(WORK REQUEST): Scan the records below, and wherever a line has the word "Court", pull it out.

(Collected data entries)
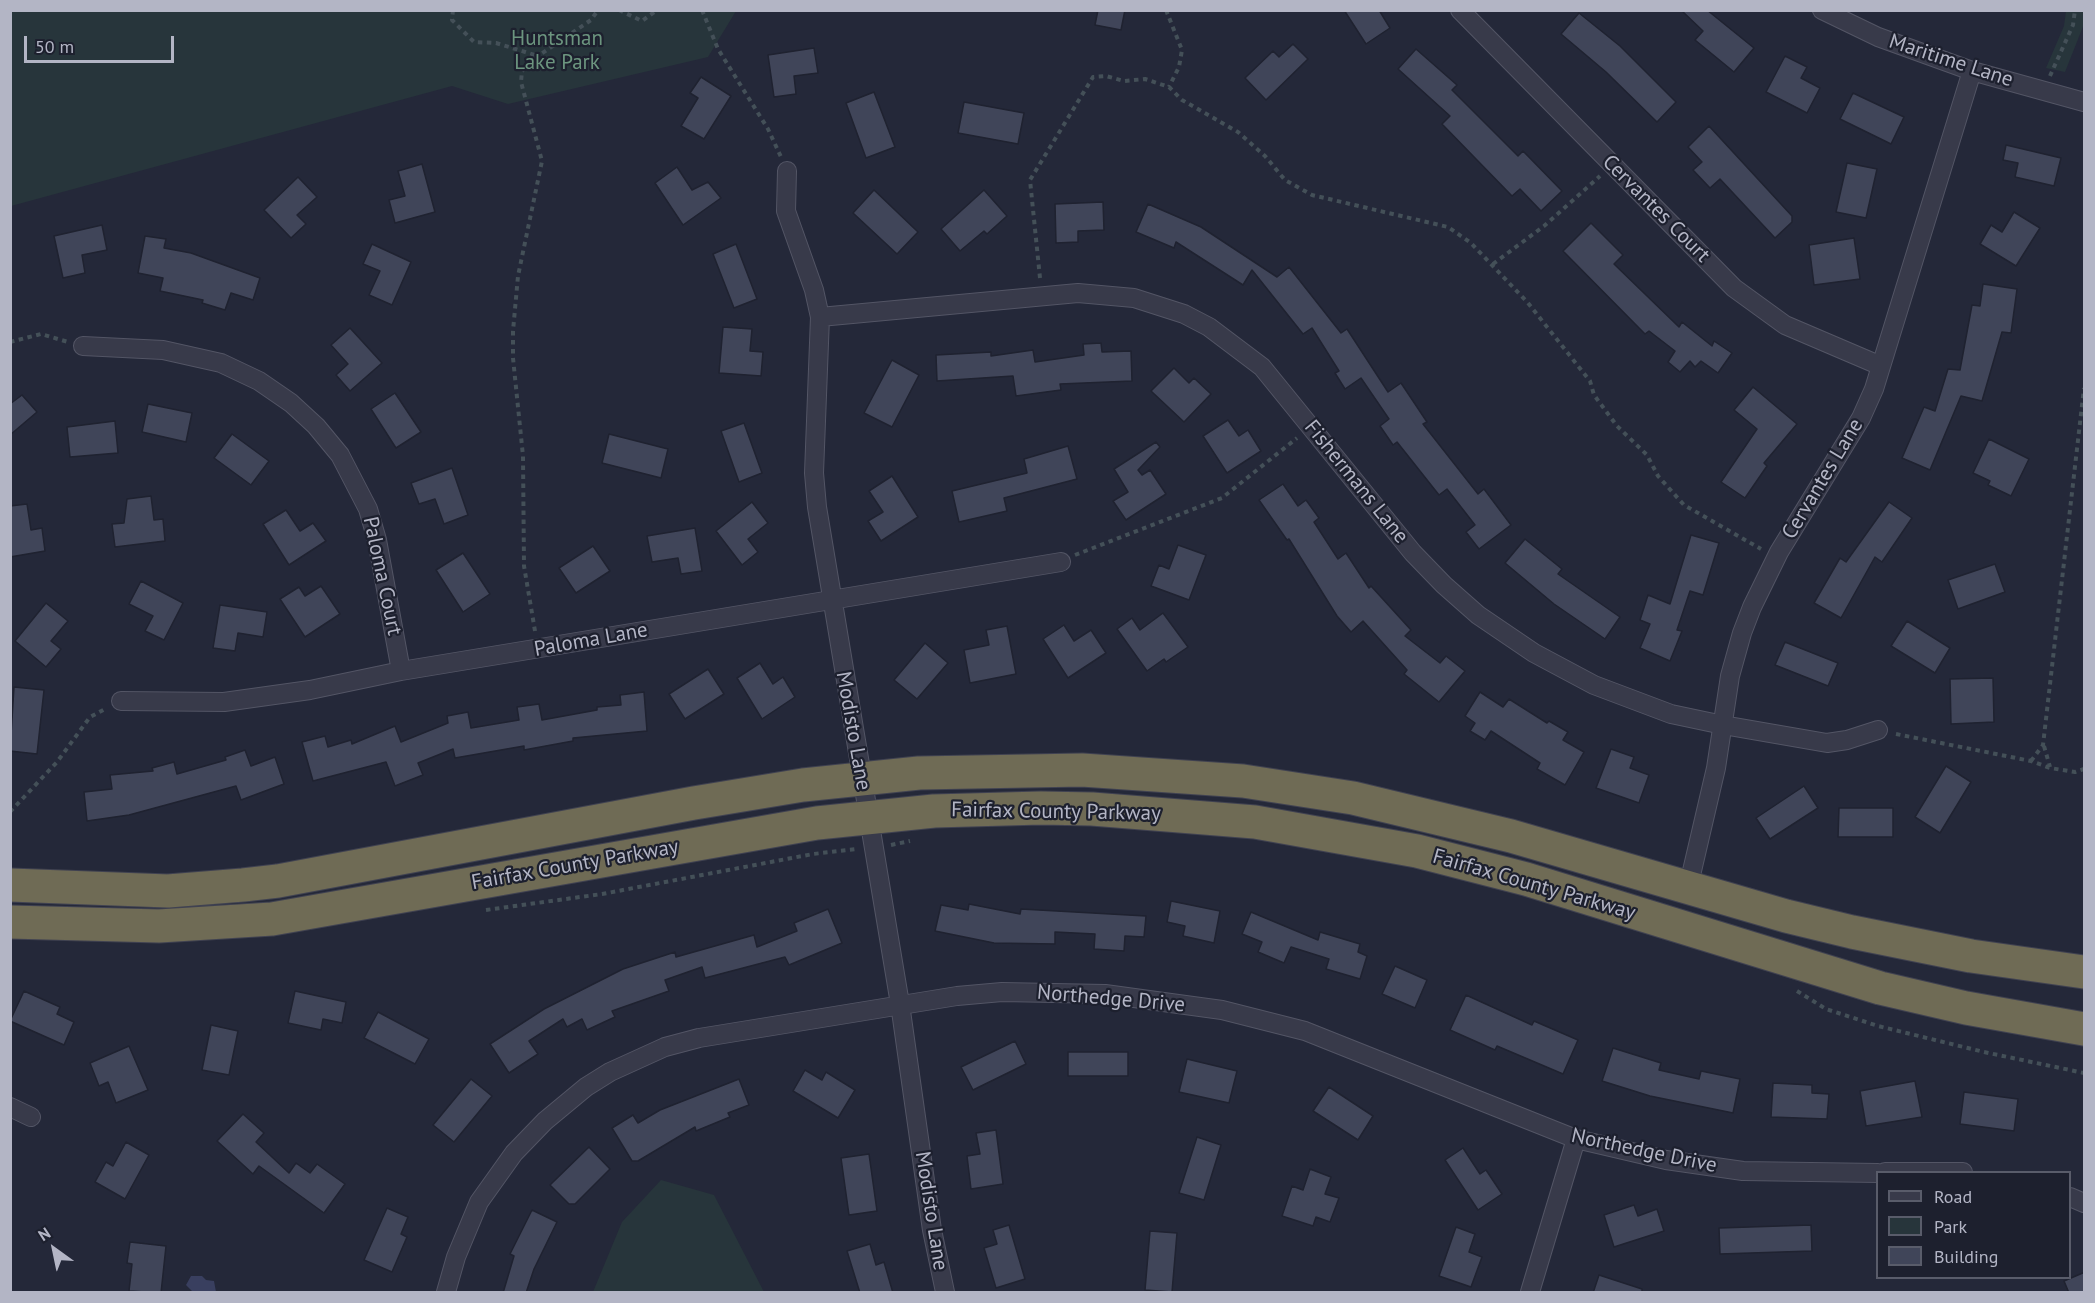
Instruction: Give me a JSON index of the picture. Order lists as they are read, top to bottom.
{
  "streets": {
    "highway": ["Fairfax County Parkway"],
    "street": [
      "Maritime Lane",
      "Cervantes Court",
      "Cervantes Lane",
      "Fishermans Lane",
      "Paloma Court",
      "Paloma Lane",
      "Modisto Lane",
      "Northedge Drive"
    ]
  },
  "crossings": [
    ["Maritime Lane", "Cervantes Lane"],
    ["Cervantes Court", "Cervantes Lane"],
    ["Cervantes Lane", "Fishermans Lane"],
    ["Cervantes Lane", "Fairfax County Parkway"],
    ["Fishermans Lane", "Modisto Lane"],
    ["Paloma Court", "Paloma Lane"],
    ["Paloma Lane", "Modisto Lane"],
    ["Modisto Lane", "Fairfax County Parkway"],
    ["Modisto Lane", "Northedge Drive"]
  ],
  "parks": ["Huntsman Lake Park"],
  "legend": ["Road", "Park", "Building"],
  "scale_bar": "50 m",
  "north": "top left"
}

(WRITTEN SOLUTION):
      "Cervantes Court",
      "Paloma Court",
    ["Cervantes Court", "Cervantes Lane"],
    ["Paloma Court", "Paloma Lane"],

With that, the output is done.